The former boss at NHS Tayside has left the health board three months after being stripped of the leadership.
Lesley McLay was effectively removed as chief executive of the troubled organisation in April amid furore over the use of charity funds for general spending.
The former nurse went on sick leave the day before her accountable officer status was rescinded, meaning she remained an employee on a £125,000 CEO salary.
All NHS Tayside staff on who have completed five years of service are entitled to six months’ full pay while absent through sickness.
NHS Tayside confirmed over the weekend she left the board on July 31.
The board refused to say whether Ms McLay had received a pay-off, according to our sister newspaper the Sunday Post.
Ms McLay’s absence coincided with the arrival of NHS Grampian chief executive Malcolm Wright, who was parachuted in to undertake the same role on NHS Tayside in order to steady the ship.
He will retire from the north-east board’s later this month after a number of successful years. He will stay on in Dundee until the end of the year.
Jenny Marra, the Labour MSP who convenes Holyrood’s public audit committee, said a “golden goodbye” for Ms McLay would be “wholly inappropriate” given she was at the helm when Tayside fell into financial disarray.
“The committee could not have been clearer as we worked through the mess that has been created at NHS Tayside that there should be no golden goodbyes or golden handshakes for people leaving the health board who helped to put it in such a poor condition,” she said.
“Lesley McLay was at the helm of the organisation when it was getting into difficulty and we were of the view that any generous severance package would be wholly inappropriate.
“We need greater clarity from NHS Tayside and if it turns out there has been some form of golden handshake then we will pursue this matter through the committee.”
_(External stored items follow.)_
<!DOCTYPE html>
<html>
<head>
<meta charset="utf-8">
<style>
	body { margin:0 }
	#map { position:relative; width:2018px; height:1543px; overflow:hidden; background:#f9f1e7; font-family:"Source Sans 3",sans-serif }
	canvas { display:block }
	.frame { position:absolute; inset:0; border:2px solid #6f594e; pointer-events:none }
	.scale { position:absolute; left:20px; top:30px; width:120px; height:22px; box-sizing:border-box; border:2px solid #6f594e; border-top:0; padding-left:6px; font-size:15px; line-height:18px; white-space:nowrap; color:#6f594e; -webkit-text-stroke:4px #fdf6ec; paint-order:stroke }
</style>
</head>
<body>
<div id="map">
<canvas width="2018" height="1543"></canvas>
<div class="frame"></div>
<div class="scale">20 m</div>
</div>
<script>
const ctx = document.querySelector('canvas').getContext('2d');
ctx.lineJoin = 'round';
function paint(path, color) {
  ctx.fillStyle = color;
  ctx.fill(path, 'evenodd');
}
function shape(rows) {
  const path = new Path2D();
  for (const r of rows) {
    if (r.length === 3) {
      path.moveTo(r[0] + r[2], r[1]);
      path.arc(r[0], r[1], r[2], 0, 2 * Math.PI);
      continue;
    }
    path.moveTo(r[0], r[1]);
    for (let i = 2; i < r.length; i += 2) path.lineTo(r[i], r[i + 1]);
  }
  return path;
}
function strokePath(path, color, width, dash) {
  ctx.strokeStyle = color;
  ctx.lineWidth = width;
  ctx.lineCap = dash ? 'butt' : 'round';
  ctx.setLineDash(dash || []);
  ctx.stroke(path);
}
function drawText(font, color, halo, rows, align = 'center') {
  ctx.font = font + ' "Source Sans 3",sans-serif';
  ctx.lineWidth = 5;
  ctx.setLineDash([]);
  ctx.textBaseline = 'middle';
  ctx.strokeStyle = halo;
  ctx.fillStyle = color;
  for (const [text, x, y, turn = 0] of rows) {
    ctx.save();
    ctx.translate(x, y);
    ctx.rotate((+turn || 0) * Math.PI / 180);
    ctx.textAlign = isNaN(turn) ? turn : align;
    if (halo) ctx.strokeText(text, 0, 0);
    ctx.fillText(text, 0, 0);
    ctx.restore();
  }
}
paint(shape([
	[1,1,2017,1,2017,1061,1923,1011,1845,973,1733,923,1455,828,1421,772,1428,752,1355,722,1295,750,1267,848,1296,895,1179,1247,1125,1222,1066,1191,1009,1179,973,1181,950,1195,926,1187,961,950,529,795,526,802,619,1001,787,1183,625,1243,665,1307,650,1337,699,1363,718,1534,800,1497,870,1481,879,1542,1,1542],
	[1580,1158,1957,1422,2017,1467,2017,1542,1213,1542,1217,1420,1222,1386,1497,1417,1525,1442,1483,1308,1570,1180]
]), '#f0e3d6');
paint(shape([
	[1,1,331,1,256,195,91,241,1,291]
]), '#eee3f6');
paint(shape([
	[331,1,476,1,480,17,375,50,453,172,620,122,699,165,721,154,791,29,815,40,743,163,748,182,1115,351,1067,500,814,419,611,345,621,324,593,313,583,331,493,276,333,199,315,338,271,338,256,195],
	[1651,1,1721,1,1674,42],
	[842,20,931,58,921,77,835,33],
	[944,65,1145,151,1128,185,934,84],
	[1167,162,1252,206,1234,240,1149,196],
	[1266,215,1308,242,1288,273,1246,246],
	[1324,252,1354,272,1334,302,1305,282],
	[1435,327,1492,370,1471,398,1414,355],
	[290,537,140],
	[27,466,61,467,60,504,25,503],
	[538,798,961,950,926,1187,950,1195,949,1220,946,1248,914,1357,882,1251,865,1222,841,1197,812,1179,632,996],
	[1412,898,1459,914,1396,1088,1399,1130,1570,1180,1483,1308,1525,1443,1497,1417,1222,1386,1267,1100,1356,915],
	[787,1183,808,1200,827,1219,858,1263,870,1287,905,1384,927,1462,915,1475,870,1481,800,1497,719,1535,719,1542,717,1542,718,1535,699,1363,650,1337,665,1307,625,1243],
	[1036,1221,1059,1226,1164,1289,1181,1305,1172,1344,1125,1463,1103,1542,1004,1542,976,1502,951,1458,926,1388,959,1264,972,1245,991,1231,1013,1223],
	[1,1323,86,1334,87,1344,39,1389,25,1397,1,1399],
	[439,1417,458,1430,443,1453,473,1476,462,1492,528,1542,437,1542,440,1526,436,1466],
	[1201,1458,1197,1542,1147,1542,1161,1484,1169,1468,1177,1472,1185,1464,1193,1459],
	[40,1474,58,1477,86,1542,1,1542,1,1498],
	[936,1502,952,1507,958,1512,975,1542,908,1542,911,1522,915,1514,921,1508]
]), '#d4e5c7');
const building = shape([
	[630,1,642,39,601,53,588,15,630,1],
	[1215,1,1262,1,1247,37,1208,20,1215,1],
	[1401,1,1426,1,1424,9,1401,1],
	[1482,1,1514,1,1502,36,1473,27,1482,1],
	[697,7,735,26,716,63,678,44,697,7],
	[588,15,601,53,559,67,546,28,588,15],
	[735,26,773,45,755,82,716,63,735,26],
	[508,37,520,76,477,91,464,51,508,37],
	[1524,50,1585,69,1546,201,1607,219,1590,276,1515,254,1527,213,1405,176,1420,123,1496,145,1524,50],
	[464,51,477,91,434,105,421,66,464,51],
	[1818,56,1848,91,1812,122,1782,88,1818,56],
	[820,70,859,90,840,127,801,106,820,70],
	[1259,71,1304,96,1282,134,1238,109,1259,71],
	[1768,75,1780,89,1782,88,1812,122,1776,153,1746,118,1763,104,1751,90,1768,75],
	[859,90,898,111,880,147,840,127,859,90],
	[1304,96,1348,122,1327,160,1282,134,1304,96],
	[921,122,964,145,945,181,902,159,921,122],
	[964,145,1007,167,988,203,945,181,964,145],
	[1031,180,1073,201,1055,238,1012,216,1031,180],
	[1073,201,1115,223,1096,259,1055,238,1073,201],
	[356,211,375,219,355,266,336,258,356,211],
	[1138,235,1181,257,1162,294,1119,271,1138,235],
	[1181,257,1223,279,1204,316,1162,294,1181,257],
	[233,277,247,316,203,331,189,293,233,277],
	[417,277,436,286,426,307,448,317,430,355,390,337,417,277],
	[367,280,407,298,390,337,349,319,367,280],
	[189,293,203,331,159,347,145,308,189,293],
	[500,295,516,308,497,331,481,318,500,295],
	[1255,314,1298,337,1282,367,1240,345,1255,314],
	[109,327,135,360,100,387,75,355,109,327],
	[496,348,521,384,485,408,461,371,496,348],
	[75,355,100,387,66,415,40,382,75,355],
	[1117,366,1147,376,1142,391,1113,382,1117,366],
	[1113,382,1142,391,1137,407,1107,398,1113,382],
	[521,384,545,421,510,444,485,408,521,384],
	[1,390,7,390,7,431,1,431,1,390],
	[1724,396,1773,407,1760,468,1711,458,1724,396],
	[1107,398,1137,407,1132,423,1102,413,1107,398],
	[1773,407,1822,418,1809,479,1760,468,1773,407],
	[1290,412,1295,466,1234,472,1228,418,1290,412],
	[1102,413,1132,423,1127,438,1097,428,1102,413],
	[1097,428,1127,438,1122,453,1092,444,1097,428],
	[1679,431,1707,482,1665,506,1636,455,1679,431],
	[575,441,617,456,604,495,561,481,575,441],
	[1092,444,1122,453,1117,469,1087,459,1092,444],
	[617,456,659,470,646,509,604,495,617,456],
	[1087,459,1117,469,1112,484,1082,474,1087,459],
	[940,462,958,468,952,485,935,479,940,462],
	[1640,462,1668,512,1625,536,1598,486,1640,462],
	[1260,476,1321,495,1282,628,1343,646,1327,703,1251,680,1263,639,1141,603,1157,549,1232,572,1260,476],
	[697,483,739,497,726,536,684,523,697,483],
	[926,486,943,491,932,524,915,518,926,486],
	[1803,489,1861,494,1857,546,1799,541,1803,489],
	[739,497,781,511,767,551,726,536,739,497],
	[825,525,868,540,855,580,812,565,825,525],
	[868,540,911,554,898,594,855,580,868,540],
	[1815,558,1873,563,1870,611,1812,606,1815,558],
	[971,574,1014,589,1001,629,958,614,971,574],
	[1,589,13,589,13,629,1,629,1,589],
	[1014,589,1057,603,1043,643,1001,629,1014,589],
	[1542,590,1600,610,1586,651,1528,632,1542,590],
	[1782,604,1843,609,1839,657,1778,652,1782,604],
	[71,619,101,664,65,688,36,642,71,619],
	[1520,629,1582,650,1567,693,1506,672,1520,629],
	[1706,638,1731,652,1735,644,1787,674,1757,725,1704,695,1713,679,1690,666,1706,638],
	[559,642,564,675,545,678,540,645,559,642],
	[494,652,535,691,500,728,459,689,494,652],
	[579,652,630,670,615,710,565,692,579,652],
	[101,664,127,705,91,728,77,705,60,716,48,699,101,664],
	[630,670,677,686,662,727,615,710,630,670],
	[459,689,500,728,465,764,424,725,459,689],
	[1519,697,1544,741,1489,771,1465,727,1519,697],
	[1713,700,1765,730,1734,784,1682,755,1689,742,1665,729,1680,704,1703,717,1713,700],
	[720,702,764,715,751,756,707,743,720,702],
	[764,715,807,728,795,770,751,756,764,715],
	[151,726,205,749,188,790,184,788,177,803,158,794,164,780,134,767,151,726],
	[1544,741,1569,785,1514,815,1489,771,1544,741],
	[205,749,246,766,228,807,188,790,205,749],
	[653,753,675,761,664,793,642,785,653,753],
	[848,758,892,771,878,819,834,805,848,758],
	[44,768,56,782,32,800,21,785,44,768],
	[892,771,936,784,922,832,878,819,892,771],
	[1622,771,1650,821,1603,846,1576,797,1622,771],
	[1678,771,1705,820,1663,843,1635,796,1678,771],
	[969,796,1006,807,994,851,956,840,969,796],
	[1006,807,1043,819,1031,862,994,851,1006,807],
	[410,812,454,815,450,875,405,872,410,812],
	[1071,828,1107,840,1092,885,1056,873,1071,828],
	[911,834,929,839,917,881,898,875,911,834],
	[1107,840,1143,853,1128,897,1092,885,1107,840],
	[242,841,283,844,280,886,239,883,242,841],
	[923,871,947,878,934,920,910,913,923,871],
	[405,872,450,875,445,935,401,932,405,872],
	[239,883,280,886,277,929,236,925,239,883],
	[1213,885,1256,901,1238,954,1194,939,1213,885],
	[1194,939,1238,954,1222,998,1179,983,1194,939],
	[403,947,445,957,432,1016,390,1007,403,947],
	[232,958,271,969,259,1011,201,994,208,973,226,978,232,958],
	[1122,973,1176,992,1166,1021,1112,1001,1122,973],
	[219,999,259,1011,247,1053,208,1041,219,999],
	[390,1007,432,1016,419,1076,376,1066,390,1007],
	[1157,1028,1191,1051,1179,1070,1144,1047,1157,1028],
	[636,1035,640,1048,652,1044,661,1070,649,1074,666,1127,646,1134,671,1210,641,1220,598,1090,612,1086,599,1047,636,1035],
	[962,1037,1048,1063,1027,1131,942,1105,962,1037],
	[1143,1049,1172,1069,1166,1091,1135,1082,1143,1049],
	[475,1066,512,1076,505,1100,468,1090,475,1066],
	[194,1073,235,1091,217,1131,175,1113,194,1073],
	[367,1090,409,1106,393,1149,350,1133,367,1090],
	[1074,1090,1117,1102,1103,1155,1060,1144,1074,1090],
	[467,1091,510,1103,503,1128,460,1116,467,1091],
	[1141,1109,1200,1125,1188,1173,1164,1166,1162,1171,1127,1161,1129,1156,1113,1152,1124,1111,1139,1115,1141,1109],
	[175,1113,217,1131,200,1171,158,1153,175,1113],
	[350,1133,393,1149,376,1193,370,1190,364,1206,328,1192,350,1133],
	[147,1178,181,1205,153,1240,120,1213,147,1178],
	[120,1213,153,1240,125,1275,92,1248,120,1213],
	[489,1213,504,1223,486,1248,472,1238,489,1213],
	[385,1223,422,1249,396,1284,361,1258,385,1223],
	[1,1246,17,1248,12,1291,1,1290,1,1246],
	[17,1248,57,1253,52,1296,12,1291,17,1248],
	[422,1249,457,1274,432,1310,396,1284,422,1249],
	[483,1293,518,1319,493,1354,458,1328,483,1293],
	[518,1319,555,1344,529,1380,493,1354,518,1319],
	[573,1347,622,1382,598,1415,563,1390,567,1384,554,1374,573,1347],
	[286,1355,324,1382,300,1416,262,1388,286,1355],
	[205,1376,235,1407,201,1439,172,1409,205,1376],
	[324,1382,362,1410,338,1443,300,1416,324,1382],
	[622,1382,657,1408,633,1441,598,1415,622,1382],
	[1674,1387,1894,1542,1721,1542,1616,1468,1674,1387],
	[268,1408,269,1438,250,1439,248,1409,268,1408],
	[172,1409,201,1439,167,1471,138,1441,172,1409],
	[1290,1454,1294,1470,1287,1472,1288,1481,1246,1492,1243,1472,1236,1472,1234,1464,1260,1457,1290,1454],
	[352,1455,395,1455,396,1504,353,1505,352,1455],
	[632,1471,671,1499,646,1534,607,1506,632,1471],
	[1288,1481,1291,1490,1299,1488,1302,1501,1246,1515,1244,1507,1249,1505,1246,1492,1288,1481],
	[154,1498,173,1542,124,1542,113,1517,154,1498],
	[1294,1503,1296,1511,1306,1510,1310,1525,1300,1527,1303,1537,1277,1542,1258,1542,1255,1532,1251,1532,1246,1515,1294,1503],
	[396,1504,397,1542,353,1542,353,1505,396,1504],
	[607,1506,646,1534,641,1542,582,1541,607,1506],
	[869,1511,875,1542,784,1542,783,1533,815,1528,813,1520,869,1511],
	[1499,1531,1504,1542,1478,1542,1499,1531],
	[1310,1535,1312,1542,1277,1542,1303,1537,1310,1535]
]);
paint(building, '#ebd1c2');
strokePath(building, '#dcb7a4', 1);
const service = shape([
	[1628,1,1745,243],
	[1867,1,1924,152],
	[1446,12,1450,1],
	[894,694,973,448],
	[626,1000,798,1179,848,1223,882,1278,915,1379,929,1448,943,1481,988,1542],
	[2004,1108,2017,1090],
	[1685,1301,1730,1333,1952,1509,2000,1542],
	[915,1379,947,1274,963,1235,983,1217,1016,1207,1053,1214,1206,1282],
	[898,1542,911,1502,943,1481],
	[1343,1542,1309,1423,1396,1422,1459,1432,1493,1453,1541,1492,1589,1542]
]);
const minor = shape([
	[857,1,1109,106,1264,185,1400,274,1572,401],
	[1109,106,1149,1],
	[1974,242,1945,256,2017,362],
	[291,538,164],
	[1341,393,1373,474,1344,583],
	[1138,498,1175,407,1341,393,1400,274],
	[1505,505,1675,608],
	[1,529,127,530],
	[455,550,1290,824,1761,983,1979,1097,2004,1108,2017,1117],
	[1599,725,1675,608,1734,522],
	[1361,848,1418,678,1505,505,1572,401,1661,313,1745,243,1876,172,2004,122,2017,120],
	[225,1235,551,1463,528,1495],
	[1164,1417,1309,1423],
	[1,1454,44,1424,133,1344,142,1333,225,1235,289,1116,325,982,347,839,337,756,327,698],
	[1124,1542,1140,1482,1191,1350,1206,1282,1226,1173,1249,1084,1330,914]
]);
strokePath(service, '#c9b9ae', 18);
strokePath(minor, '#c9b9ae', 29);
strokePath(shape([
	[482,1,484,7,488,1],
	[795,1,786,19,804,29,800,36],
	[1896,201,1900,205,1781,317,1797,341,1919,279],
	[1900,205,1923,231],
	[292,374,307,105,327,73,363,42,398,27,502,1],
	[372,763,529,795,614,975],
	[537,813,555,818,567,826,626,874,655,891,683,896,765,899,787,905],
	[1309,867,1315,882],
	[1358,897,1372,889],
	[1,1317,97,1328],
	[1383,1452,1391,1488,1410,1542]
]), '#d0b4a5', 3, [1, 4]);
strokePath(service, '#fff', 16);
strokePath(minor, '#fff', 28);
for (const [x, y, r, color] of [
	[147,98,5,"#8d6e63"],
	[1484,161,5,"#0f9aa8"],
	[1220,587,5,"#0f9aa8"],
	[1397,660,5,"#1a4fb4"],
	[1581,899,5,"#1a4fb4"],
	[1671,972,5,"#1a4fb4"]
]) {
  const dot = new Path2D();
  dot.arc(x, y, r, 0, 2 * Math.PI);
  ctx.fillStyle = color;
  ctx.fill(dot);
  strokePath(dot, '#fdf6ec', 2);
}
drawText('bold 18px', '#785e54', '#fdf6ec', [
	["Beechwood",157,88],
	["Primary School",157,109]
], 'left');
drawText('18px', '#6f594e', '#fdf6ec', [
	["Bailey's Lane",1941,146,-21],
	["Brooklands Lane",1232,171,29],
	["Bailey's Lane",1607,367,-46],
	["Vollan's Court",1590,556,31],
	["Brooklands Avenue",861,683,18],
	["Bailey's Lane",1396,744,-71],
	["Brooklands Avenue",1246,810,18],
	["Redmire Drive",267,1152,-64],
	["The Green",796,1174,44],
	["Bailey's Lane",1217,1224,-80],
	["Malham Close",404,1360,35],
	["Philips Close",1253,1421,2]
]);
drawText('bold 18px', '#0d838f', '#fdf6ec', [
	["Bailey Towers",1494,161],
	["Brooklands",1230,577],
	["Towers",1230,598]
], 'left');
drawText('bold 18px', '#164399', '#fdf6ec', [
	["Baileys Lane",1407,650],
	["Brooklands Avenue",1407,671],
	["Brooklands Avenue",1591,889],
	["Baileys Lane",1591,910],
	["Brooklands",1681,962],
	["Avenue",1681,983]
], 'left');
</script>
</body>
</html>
The health board, which has relied on government bail-out loans to break even, was exposed in April for dipping into its endowment fund and transferring £2.7 million to cover core expenditure.
Soon after, the then Health Secretary Shona Robison removed chairman John Connell and Ms McLay.
In April, the Auditor General Caroline Gardner told MSPs it would be “difficult to justify” a golden goodbye for Ms McLay.
Next month public spending watchdog Audit Scotland is expected to deliver its latest report on NHS Tayside.